EXERCISE OBJECTIVE: Copy every line below precisely as it appears.

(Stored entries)

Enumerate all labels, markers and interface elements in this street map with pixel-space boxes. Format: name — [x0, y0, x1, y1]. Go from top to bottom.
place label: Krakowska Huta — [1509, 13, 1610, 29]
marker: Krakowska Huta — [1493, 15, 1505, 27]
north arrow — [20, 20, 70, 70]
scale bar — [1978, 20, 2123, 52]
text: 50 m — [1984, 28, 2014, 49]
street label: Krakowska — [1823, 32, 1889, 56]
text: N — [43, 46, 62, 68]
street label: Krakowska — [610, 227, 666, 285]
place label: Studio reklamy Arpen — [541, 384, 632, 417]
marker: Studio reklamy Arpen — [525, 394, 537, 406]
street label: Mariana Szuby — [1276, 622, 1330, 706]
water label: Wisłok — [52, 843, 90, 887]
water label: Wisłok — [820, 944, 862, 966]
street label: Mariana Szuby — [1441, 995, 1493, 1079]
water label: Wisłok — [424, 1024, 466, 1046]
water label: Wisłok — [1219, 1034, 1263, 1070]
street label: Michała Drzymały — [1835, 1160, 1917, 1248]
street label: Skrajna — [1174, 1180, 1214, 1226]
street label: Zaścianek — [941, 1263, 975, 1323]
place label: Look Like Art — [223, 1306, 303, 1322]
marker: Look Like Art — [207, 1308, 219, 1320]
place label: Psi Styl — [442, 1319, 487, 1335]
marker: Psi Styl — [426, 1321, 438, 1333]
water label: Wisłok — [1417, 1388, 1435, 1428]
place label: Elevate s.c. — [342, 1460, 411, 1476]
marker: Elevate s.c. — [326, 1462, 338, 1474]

EXERCISE OUTPUT:
Enumerate all labels, markers and interface elements in this street map with pixel-space boxes. Format: name — [x0, y0, x1, y1]. Go from top to bottom.
place label: Krakowska Huta — [1509, 13, 1610, 29]
marker: Krakowska Huta — [1493, 15, 1505, 27]
north arrow — [20, 20, 70, 70]
scale bar — [1978, 20, 2123, 52]
text: 50 m — [1984, 28, 2014, 49]
street label: Krakowska — [1823, 32, 1889, 56]
text: N — [43, 46, 62, 68]
street label: Krakowska — [610, 227, 666, 285]
place label: Studio reklamy Arpen — [541, 384, 632, 417]
marker: Studio reklamy Arpen — [525, 394, 537, 406]
street label: Mariana Szuby — [1276, 622, 1330, 706]
water label: Wisłok — [52, 843, 90, 887]
water label: Wisłok — [820, 944, 862, 966]
street label: Mariana Szuby — [1441, 995, 1493, 1079]
water label: Wisłok — [424, 1024, 466, 1046]
water label: Wisłok — [1219, 1034, 1263, 1070]
street label: Michała Drzymały — [1835, 1160, 1917, 1248]
street label: Skrajna — [1174, 1180, 1214, 1226]
street label: Zaścianek — [941, 1263, 975, 1323]
place label: Look Like Art — [223, 1306, 303, 1322]
marker: Look Like Art — [207, 1308, 219, 1320]
place label: Psi Styl — [442, 1319, 487, 1335]
marker: Psi Styl — [426, 1321, 438, 1333]
water label: Wisłok — [1417, 1388, 1435, 1428]
place label: Elevate s.c. — [342, 1460, 411, 1476]
marker: Elevate s.c. — [326, 1462, 338, 1474]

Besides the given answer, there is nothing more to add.